Holocene climate change and landscape responses on the Tibetan Plateau: a comprehensive review

Glaciers on the Tibetan Plateau (TP) form the largest body of ice outsides of polar regions and are the sources of water for most major Asian rivers. Climate change and associated landscape responses over the TP have been widely investigated in past decades. However, the overall patterns of Holocene climate change and landscape responses remain unclear due to the complex atmospheric circulation over the Plateau and conflicts among various geologic records in different archives.
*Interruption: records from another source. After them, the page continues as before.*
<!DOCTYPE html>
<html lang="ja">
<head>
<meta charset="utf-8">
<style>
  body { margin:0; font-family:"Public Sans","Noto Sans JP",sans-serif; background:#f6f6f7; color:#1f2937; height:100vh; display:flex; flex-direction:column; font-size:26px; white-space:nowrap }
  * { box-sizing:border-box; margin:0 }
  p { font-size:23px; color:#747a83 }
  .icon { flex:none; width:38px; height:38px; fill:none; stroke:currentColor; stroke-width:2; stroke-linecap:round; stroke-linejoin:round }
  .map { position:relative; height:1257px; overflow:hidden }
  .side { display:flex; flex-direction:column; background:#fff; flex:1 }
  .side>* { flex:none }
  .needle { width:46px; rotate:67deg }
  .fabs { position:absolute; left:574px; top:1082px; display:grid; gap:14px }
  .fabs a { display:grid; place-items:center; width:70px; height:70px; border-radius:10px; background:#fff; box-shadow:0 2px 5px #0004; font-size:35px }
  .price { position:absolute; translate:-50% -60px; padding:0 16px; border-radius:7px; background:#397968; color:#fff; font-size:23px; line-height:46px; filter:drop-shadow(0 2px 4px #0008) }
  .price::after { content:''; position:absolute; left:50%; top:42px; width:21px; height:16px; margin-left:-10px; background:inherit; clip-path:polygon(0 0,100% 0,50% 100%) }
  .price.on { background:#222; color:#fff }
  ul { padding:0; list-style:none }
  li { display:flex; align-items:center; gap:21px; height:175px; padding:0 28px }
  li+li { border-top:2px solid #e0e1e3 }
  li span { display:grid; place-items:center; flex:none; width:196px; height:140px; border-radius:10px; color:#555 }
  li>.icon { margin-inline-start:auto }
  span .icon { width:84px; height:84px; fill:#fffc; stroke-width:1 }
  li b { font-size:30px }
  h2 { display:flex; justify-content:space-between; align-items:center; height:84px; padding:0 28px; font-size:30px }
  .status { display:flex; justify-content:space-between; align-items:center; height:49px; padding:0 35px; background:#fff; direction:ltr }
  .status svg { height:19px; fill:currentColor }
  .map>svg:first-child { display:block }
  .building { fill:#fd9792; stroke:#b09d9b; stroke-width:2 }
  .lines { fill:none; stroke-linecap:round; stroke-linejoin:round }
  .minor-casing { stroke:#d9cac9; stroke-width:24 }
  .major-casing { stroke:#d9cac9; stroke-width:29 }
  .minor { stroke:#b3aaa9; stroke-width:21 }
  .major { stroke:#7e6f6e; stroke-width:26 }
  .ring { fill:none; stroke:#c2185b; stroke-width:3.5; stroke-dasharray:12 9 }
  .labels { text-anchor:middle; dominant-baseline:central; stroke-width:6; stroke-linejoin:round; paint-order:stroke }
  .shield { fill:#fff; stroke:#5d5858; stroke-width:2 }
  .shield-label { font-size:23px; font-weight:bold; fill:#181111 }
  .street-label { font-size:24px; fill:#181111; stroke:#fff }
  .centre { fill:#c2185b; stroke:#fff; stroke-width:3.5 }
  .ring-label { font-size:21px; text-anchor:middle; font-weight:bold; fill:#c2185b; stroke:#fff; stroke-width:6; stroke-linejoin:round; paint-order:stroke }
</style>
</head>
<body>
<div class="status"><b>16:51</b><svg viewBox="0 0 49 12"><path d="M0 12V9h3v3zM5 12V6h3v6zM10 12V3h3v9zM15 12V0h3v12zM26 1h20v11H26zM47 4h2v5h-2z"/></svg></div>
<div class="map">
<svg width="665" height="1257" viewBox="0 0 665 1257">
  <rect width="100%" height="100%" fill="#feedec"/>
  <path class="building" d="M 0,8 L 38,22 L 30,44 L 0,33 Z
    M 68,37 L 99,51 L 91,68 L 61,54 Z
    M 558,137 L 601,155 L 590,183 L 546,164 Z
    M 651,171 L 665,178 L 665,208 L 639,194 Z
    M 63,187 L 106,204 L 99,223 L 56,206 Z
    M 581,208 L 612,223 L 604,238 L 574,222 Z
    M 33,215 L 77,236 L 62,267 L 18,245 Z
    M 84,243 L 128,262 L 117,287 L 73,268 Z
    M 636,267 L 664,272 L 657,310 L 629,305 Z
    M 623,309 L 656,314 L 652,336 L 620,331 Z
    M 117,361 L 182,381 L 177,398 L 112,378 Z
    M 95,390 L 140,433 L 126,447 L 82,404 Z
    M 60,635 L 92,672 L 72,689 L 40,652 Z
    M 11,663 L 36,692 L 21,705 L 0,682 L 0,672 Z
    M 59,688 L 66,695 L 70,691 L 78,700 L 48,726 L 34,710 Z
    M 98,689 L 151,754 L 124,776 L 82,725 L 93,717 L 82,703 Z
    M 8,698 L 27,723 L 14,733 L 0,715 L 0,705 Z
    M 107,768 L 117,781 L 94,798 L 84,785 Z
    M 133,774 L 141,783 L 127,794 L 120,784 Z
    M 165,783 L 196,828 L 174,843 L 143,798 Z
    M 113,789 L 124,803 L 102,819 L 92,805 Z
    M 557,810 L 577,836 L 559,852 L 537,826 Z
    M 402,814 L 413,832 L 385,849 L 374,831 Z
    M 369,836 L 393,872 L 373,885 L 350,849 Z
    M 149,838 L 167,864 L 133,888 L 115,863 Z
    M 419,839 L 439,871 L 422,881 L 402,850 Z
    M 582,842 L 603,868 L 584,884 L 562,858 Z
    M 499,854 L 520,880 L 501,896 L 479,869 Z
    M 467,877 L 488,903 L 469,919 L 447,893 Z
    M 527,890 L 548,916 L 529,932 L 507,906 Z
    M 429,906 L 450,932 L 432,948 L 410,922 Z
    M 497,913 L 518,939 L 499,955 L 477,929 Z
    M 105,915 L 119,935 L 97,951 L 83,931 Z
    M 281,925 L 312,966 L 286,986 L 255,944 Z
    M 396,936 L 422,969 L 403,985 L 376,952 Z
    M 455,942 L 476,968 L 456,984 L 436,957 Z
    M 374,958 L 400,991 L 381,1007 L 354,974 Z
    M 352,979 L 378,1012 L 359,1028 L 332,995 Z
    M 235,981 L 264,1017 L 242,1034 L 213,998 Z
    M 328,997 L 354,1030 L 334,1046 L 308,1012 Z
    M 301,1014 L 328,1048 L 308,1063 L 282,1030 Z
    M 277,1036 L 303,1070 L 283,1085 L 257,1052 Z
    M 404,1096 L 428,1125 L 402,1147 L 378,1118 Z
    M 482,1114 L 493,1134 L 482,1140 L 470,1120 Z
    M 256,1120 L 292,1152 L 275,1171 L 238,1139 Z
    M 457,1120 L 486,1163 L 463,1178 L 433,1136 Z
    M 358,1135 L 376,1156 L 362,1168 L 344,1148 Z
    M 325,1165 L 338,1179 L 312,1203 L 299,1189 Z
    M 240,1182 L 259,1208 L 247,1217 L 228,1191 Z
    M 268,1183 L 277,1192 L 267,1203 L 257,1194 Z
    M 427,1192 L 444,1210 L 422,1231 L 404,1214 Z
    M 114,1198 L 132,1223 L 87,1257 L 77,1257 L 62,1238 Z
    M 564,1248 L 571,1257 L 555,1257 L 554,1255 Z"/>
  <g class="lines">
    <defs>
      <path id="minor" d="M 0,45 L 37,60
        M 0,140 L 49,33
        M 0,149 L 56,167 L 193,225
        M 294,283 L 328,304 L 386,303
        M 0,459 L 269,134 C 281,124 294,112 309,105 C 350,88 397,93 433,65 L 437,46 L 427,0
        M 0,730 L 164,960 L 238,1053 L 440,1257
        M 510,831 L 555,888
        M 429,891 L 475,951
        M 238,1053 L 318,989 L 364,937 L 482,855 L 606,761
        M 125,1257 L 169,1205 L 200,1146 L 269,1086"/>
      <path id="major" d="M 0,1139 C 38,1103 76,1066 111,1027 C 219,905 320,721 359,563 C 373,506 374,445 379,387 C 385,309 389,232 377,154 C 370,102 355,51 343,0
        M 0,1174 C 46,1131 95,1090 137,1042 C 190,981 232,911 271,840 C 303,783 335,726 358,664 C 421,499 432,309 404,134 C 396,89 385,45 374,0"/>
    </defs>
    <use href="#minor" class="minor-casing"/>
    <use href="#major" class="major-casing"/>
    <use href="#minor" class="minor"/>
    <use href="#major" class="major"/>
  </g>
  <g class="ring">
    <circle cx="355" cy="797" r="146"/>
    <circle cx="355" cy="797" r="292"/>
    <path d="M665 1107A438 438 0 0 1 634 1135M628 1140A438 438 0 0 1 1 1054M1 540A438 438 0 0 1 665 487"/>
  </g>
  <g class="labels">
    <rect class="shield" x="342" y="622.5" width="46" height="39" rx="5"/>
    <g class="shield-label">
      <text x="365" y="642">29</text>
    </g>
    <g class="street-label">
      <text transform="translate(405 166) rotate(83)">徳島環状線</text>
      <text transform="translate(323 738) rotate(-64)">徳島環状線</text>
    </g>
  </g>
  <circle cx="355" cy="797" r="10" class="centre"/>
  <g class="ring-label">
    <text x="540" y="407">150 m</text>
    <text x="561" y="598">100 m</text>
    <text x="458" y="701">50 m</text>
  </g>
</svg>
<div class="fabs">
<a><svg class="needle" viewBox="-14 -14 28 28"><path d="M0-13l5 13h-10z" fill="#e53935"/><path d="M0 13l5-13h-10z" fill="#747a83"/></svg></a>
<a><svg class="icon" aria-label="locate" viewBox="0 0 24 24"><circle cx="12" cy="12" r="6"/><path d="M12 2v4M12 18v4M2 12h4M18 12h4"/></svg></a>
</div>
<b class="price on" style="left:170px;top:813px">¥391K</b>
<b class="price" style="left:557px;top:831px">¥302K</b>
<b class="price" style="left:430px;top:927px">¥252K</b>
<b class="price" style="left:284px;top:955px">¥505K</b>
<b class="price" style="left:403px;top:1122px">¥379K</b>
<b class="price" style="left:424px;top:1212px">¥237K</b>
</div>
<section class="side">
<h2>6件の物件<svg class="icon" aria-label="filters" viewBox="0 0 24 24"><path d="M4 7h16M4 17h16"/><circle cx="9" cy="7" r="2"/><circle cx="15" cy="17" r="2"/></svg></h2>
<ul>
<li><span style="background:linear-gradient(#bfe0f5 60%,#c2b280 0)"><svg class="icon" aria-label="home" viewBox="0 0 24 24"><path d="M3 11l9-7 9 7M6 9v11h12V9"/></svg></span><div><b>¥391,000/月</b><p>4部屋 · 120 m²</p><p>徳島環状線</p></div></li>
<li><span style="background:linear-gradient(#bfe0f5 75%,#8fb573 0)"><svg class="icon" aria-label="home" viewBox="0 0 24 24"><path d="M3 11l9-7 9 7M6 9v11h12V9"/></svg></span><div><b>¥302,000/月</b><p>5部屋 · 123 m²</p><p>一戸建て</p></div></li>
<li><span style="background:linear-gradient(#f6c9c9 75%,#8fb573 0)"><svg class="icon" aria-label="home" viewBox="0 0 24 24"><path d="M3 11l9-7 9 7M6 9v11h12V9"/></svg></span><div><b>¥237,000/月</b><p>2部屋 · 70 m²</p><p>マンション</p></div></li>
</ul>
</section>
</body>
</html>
Here we present a state of art review on records of climate change (temperature, precipitation) and responses of various landscape (glacier, lake level, aeolian deposit, vegetation etc) in order to obtain a comprehensive understanding of Holocene climate change and landscape responses over the TP. We reconstructed temperature variation based on available records of pollen assemblages, biomarkers and ice core oxygen isotopes, which shows a general cooling trend since the early Holocene and is apparently driven by summer insolation. The reconstructed precipitation based on pollen assemblages gradually increased throughout the Holocene, inconsistent with observation of both Indian and East Asian monsoon variation, suggesting either complex mechanism for precipitation changes on the TP or factors other than rainfall influencing pollen assemblages. Landscape response to climate change, e.g. increasing evidence of glacier advance since the Mid-Holocene and expansion of alpine meadow since the Early Holocene, appear to be influenced by a combination of temperature and precipitation variation throughout the Holocene. We also observed a moisture dipole based on composite evidence of lake level, aeolian sand and loess, which is supported by GCM modelling showing dipole under the interactions of the mid-latitude Westerlies and Asian Summer Monsoon.